Nafeez Ahmed, an exceptional journalist who writes at the intersection of resources and society, understands the complexity of the ecological predicament we humans face. In a piece he wrote last year, Ahmed asserted that our current arrangements are approaching a convulsive crisis point. One reason for this is as follows:
[T]he system faces a crisis of information overload, and an inability to meaningfully process the information available into actionable knowledge that can advance an adaptive response.
If he’s right, is there anything we can do? The short answer is maybe. The great human ecologist William Catton pointed out in his 2009 book Bottleneck that the mass media has become a conduit for propagating bad or at least inconclusive information. In short, the feedback we humans need in order to run our society in a sustainable way is dangerously lacking.

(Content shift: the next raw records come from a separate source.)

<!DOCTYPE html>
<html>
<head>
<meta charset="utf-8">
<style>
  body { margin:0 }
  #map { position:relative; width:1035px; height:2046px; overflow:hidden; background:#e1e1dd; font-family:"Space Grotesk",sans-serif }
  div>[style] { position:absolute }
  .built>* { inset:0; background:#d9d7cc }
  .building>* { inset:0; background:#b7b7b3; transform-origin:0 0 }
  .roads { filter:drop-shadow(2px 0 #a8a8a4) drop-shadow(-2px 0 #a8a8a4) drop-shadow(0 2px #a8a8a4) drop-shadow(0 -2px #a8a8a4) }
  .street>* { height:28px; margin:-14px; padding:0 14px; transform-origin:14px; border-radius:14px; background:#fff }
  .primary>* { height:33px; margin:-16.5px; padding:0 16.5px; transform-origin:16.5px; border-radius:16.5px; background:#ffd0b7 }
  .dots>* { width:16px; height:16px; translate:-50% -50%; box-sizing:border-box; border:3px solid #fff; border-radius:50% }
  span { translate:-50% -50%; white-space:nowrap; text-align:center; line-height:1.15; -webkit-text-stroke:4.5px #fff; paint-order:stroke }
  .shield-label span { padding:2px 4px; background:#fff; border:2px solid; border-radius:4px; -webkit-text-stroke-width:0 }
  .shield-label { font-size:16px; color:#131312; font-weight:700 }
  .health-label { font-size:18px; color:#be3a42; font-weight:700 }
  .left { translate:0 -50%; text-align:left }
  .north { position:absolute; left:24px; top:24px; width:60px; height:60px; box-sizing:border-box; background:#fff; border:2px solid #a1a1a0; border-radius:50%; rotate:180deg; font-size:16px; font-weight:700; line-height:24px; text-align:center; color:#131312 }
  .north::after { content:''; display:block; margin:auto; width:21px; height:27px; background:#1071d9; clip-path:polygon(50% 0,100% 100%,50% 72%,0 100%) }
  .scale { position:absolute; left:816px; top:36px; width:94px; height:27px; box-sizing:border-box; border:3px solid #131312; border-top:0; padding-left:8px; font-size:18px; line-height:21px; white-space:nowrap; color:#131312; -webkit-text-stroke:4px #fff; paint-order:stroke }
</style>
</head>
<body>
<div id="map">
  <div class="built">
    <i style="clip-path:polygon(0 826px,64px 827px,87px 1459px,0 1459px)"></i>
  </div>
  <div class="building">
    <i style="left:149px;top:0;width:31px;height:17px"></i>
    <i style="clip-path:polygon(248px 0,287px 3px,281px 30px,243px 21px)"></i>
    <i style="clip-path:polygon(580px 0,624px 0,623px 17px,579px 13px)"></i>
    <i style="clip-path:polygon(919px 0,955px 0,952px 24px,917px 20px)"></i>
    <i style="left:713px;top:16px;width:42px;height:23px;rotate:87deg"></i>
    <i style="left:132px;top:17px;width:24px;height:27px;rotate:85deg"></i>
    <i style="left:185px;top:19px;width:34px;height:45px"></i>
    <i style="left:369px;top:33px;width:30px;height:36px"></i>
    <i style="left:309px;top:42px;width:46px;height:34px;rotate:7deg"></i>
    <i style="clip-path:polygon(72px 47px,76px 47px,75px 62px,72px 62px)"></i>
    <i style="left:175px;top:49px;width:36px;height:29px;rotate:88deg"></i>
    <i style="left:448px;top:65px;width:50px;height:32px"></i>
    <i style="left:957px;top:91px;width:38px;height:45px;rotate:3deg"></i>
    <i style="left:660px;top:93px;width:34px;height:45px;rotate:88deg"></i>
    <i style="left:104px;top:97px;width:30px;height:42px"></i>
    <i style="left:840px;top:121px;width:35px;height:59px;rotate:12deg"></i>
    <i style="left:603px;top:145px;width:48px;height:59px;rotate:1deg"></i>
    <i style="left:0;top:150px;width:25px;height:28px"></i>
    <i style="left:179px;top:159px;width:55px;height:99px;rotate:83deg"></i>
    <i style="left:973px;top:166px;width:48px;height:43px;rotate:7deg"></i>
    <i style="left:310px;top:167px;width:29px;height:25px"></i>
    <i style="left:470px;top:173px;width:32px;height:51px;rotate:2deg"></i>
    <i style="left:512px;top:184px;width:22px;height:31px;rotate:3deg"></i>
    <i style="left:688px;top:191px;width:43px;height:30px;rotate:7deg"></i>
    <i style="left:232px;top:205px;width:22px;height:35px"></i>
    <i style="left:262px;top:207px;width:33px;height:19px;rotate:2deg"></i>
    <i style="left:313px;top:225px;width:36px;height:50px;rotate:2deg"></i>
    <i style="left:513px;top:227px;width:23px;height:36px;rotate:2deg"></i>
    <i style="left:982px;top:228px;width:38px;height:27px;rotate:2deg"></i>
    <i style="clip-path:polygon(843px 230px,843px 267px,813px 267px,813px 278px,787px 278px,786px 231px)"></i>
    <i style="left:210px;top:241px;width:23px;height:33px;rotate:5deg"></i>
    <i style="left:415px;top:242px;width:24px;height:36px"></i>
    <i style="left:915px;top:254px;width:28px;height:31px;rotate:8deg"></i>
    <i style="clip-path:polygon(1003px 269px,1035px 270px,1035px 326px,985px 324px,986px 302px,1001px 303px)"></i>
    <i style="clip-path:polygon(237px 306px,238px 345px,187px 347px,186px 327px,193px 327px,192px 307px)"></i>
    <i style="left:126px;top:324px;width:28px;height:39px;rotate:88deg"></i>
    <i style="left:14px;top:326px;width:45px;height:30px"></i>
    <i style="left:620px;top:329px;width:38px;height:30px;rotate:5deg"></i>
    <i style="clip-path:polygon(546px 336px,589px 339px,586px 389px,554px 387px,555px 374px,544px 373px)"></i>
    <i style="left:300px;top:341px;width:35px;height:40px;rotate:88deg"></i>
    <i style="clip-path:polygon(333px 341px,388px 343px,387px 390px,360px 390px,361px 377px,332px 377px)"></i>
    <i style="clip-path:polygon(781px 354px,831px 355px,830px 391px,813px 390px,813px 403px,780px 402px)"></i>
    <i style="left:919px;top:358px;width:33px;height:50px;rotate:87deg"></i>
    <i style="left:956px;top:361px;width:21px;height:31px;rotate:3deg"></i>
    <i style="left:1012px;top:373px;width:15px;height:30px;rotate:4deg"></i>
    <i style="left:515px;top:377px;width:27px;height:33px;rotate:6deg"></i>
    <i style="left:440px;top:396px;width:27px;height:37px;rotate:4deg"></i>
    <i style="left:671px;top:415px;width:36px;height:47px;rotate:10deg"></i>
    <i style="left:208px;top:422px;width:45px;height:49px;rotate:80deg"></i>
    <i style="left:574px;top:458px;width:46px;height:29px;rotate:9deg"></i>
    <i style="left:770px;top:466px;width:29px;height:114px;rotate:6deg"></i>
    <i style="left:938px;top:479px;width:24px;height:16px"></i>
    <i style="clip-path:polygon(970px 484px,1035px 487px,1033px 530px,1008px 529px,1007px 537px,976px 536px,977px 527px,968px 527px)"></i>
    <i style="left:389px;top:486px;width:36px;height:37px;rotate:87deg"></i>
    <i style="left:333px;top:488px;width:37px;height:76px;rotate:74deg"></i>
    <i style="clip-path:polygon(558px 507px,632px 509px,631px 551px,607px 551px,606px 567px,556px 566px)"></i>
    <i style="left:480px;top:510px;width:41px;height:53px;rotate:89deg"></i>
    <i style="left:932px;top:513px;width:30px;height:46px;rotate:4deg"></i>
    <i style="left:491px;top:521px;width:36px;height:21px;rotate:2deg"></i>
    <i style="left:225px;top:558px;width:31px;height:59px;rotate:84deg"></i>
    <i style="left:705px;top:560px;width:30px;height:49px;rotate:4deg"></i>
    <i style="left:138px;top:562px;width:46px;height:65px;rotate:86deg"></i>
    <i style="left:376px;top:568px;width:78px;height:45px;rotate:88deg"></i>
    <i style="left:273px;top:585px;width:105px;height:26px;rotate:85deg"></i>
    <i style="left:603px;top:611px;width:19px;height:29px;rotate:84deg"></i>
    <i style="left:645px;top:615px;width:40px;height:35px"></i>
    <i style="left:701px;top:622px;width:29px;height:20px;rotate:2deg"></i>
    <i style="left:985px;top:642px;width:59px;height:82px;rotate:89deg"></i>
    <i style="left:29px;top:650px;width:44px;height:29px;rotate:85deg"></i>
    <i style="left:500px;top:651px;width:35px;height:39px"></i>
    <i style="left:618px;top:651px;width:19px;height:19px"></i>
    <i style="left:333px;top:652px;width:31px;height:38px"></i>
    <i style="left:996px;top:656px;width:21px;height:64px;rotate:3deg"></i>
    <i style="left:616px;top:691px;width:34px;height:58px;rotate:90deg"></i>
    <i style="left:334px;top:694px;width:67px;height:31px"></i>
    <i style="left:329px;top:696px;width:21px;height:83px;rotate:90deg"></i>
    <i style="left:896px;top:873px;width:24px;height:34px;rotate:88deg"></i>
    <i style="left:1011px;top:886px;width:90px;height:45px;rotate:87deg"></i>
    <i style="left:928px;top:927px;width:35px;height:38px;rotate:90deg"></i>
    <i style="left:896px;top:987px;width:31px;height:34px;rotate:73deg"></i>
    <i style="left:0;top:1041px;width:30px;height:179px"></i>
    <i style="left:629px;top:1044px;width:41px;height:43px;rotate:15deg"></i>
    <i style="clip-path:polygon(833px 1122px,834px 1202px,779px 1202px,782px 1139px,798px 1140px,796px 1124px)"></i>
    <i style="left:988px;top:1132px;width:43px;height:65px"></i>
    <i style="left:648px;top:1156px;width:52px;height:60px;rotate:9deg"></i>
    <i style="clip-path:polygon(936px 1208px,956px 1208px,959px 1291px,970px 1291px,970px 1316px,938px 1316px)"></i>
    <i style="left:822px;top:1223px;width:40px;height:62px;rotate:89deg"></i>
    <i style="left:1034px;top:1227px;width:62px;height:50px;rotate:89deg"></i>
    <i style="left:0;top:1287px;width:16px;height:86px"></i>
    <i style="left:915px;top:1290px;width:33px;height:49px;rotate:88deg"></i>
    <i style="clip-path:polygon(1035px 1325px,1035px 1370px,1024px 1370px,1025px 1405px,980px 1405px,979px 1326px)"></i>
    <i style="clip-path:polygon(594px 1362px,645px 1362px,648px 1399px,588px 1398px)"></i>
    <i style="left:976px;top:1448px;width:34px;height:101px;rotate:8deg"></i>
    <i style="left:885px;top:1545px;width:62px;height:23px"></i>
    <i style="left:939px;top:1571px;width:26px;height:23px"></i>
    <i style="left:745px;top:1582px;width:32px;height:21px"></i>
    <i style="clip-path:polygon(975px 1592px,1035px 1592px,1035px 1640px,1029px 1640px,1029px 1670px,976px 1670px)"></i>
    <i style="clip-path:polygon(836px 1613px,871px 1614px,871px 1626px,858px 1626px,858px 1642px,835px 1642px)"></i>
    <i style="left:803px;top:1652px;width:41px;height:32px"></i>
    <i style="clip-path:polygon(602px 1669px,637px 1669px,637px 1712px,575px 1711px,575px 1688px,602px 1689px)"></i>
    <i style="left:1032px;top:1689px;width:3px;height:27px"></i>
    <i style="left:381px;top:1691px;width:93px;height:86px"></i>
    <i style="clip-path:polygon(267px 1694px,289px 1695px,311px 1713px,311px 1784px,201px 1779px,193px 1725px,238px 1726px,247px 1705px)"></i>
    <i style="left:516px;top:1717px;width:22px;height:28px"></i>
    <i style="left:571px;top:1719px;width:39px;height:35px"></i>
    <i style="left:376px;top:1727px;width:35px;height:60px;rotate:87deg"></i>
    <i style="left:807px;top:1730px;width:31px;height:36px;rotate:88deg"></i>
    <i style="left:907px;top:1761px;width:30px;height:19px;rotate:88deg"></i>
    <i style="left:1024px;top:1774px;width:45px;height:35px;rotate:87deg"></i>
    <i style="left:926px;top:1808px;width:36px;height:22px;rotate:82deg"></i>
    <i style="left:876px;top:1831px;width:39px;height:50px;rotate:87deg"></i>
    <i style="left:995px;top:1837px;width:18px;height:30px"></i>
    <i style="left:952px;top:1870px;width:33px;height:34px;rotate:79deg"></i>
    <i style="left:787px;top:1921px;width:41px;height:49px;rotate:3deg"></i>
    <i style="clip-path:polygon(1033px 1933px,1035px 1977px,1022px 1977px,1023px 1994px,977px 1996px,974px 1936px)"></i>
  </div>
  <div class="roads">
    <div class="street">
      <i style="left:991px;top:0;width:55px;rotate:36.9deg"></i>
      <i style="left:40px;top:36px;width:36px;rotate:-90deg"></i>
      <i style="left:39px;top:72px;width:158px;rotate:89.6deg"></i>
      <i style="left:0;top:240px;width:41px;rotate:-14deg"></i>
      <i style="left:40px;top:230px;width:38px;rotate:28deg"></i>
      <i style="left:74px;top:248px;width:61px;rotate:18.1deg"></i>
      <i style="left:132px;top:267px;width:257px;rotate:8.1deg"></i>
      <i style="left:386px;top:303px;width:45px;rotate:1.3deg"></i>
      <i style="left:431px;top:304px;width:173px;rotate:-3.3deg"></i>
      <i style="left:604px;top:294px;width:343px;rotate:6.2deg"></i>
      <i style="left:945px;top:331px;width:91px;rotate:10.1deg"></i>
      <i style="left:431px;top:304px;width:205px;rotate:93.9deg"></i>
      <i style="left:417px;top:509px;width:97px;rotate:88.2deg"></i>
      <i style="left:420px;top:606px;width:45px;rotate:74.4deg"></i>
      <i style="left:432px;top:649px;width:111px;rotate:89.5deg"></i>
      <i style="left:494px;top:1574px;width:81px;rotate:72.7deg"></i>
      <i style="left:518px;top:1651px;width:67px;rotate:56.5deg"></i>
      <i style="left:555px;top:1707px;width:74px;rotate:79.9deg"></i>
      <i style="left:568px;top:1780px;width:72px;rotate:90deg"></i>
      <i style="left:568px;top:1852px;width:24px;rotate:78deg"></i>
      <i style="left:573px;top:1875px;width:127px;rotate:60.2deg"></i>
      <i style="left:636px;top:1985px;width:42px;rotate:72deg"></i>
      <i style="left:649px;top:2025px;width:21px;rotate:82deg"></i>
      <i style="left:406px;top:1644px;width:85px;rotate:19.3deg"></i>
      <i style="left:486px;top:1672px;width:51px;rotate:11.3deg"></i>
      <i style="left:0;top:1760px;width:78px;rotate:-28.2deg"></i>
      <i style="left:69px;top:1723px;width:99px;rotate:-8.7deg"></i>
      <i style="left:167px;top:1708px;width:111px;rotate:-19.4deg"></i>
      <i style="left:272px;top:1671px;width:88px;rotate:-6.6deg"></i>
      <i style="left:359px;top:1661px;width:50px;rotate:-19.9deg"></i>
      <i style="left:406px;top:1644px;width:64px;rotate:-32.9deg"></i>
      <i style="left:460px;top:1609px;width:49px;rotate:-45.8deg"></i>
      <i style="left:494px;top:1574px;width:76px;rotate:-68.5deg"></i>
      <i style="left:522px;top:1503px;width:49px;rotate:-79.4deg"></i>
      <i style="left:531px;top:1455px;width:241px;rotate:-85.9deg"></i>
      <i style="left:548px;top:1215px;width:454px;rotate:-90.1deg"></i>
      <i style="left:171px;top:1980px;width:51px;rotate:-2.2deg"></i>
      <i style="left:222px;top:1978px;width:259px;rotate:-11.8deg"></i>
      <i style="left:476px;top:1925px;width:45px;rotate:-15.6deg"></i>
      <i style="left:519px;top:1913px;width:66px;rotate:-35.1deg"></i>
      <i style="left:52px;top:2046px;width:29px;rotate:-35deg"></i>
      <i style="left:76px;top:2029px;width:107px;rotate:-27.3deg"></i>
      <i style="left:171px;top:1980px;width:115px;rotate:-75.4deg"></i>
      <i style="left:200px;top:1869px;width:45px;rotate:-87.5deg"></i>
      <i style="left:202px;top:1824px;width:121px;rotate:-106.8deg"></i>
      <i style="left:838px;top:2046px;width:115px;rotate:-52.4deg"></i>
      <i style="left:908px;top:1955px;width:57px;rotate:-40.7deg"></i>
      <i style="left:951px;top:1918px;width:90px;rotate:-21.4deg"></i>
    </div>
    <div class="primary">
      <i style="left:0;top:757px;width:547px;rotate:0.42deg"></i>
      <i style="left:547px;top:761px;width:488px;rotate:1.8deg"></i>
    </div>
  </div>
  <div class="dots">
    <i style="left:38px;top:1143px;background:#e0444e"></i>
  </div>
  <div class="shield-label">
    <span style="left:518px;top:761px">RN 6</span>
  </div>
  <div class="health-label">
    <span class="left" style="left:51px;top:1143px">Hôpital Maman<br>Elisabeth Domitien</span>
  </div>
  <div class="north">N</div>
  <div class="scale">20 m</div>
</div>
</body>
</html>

But what if we could reorganize society to better handle the information available and act on that information quickly, decisively and appropriately? Management consultant and author John Hagel may be able to shed some light on this. (Regular readers will recall that I was channeling Hagel in last week’s piece.)
Part of the reason we as a society have been having difficulty making sense of the vast amount of information we are getting is that most organizations are not very good at doing this.
Yet, technology now more than ever affords us the opportunity for what Hagel calls scalable collaboration and learning involving very large groups of people. Those companies and organizations that are mastering this opportunity can react with lightning speed and precision—all the while keeping an eye on the moving target that is our rapidly changing world.